No way. The Phillies are clearly going all in right now, as they should because the core of the team consists of players on the wrong side of 30 (Chase Utley, Ryan Howard, Roy Halladay, etc.), and they won’t be productive forever. Madson is arguably the best setup man in the game, and they sure as hell won’t trade Jimmy Rollins. He’s massively overrated but still a damn fine player, and who’s taking on that contract? I’d love to see Madson in pinstripes because he’s downright awesome, but it would take a lot more than Eduardo Nunez and a pitching prospect to even get their attention.

Tucker asks: If Matt Garza was in a different division, would the Yanks be all over him?

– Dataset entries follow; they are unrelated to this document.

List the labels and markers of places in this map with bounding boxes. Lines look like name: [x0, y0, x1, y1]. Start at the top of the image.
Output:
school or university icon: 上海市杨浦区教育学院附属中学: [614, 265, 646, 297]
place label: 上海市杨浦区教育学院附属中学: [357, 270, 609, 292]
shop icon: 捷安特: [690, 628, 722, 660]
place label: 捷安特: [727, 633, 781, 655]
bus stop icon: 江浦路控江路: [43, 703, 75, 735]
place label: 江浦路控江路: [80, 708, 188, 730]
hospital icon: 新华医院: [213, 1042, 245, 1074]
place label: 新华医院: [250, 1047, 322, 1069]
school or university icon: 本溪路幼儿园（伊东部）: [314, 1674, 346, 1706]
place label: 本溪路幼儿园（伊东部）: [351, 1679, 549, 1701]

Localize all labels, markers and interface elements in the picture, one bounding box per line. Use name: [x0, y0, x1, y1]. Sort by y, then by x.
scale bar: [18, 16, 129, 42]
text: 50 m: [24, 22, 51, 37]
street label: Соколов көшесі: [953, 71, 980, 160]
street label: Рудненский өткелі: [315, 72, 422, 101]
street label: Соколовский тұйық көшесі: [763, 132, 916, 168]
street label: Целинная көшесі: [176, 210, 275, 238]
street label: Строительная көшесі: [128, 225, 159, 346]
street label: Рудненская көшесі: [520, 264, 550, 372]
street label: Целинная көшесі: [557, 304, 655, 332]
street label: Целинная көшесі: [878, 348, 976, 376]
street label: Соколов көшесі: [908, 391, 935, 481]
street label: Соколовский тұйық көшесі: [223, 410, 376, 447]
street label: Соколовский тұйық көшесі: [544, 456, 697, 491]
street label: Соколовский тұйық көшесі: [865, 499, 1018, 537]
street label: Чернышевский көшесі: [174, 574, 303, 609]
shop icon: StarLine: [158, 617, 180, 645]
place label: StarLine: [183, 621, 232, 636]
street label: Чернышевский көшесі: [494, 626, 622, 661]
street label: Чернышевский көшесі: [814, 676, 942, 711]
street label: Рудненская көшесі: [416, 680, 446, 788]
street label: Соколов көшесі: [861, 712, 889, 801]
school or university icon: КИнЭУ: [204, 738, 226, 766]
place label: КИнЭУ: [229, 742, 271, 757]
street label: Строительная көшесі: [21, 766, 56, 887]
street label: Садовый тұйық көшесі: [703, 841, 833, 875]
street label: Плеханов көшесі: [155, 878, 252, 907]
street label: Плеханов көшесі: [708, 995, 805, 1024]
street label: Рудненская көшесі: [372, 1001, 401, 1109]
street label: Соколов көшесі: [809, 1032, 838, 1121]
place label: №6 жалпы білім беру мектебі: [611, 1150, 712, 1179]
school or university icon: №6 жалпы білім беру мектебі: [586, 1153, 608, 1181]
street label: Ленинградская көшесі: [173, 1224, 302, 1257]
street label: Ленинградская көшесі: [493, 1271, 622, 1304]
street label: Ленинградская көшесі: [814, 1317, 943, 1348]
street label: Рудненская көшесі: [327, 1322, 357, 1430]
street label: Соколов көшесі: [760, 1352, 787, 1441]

Yeah, probably. Young enough (27), cheap enough ($3.35M last year and is up for arbitration for the second time this winter), healthy enough (hasn’t missed a start since April of 2008), and effective enough (4.24 FIP last three years, identical to Gavin Floyd and Brett Myers). He’d be an ideal target, but I can’t see the Rays trading him within the division. Andrew Friedman’s been calling the shots in Tampa Bay since the end of the 2005 season, and he’s made exactly one three trades within the AL East: he acquired Chad Bradford and Gregg Zaun from the Orioles in separate deals, and he also dealt Nick Green to the Yankees. Just not gonna happen, not at a reasonable cost anyway.

Late update: Looks like Garza’s headed to the Cubbies.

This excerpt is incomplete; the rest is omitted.